Start of INFORMATION GIVEN

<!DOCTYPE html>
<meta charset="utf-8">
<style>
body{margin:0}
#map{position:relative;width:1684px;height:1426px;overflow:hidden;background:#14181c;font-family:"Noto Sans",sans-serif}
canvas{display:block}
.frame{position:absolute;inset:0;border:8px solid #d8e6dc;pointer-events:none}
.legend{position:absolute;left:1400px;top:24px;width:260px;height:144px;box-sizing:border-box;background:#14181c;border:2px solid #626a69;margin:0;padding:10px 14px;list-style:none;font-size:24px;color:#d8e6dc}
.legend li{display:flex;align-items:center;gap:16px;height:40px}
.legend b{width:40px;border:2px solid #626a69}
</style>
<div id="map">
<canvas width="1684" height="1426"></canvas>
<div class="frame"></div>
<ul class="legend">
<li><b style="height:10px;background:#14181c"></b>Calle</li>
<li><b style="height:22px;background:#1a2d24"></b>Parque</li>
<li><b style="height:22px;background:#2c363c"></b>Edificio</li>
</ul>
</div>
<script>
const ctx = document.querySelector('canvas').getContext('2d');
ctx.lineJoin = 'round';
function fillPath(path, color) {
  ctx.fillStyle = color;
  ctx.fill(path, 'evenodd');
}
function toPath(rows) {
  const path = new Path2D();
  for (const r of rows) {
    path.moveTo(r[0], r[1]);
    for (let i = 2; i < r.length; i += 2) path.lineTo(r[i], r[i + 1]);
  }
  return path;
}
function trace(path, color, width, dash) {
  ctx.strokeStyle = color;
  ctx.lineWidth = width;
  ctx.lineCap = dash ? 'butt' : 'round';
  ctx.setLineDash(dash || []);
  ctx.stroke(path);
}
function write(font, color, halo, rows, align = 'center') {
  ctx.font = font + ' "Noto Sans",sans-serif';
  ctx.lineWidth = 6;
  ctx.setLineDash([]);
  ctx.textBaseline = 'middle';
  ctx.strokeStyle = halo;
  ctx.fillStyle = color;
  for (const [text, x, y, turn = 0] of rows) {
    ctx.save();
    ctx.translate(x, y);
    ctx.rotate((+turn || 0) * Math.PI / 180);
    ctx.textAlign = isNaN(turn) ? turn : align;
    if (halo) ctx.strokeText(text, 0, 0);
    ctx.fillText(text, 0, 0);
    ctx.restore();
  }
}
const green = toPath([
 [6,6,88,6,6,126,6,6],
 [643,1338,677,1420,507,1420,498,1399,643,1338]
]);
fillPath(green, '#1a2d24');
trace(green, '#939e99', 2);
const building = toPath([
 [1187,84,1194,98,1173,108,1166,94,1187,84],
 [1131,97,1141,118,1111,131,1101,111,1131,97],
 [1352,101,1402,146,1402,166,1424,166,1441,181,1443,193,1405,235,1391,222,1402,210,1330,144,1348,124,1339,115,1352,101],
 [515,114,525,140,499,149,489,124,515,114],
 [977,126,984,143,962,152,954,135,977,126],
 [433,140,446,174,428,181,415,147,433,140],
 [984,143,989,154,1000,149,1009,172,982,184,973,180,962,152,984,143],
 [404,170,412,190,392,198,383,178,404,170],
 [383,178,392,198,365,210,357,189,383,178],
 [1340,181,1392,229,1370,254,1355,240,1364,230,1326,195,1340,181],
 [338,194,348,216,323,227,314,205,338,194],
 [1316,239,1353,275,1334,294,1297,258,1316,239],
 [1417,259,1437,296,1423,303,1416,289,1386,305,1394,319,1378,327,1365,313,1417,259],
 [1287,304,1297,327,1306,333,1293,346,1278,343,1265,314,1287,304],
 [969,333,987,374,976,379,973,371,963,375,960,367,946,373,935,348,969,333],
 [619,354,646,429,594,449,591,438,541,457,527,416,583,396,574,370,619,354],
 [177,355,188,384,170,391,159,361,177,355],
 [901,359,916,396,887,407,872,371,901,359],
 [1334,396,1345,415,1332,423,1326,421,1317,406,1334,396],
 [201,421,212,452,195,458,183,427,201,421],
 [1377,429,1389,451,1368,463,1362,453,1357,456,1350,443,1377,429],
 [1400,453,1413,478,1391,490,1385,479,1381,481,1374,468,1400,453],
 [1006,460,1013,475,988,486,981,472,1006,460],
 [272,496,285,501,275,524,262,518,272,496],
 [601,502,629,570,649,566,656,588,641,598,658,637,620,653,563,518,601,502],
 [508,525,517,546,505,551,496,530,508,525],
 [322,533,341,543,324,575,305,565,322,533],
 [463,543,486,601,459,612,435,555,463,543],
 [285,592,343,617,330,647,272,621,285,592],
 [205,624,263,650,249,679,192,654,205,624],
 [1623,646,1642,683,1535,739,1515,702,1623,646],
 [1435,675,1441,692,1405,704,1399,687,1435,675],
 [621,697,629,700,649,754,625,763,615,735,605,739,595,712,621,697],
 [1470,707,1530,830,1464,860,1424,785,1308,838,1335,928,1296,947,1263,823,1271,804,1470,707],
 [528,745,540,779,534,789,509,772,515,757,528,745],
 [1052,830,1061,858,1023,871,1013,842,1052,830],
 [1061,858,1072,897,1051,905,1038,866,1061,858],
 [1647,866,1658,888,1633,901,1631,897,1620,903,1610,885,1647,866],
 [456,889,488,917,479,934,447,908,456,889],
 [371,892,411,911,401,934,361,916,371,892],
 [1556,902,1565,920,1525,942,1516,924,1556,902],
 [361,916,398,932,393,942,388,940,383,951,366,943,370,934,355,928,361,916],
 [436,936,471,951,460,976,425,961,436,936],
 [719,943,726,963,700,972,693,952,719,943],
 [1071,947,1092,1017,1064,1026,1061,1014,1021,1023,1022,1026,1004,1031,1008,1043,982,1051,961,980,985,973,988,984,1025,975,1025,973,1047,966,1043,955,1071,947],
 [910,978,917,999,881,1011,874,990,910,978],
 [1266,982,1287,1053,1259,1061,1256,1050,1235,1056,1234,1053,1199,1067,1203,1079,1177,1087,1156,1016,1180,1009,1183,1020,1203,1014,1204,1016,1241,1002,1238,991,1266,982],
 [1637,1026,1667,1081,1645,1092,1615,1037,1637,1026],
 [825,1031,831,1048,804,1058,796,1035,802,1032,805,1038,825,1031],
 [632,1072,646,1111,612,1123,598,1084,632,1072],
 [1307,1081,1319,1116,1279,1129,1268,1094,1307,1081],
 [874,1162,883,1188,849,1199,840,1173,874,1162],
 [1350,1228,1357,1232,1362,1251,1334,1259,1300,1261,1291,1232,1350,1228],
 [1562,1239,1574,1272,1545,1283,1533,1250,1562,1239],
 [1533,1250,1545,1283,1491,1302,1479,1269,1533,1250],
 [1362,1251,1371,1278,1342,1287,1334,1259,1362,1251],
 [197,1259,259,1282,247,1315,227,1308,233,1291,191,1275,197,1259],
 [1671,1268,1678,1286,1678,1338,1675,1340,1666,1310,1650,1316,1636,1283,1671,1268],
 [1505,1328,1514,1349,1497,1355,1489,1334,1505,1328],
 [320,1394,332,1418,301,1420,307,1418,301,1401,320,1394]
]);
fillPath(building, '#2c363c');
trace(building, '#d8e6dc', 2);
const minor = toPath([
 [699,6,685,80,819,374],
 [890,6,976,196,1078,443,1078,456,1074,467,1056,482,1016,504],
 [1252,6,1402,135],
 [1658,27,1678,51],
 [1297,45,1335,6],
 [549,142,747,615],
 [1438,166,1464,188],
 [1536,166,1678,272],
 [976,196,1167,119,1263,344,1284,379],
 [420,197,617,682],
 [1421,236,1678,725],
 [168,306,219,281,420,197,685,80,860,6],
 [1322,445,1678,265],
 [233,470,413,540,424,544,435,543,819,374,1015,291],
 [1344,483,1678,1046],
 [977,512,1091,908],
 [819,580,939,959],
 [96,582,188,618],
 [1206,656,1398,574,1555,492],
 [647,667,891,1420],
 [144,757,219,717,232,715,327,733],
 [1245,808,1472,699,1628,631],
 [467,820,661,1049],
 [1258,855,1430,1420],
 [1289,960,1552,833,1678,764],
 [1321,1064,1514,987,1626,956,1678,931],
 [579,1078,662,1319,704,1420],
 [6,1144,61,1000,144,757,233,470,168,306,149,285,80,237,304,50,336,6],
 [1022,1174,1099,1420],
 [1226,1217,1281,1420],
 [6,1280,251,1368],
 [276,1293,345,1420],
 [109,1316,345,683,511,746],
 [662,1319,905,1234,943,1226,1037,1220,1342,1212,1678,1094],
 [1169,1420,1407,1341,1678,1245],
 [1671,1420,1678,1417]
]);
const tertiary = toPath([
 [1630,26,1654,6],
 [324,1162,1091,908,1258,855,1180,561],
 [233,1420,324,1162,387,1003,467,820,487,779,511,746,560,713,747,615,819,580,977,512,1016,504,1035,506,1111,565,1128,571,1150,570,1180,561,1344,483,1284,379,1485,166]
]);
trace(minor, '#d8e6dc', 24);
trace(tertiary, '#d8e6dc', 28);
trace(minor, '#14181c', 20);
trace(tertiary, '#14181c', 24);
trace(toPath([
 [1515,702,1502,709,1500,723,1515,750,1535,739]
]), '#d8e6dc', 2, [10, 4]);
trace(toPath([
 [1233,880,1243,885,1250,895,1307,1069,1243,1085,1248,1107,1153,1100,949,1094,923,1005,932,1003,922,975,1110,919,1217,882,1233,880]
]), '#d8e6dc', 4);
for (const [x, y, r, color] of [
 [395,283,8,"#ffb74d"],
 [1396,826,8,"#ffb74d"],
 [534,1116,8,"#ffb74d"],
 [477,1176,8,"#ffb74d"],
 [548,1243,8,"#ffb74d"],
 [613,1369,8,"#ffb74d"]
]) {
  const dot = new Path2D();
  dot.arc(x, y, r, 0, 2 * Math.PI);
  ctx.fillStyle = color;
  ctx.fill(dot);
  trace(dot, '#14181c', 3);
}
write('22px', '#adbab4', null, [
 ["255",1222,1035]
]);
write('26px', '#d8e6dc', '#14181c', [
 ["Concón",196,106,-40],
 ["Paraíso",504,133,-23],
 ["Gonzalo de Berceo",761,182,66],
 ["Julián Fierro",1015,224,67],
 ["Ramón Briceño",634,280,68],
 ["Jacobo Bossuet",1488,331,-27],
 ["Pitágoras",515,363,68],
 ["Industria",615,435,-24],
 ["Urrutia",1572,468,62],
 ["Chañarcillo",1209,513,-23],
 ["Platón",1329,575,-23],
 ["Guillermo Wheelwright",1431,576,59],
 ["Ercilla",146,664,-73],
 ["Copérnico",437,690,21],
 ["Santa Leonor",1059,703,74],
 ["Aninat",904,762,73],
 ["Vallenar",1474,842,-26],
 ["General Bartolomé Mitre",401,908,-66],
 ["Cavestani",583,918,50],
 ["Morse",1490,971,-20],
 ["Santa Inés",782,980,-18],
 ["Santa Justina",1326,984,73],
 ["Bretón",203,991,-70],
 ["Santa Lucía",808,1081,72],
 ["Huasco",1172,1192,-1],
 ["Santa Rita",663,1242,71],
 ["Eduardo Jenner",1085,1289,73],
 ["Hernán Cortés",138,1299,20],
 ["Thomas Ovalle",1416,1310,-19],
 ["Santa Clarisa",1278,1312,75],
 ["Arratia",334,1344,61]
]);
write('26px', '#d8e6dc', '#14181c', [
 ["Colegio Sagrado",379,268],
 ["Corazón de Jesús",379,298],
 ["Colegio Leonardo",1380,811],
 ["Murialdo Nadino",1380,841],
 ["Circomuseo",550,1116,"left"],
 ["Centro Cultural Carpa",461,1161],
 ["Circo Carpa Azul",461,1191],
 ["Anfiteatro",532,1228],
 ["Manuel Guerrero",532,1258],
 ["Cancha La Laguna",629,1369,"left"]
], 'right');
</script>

End of INFORMATION GIVEN

● WHAT IS EXPECTED:
Go through the listing above. Show each line where the word "setLineDash" is found.

● RESPONSE BOX:
  ctx.setLineDash(dash || []);
  ctx.setLineDash([]);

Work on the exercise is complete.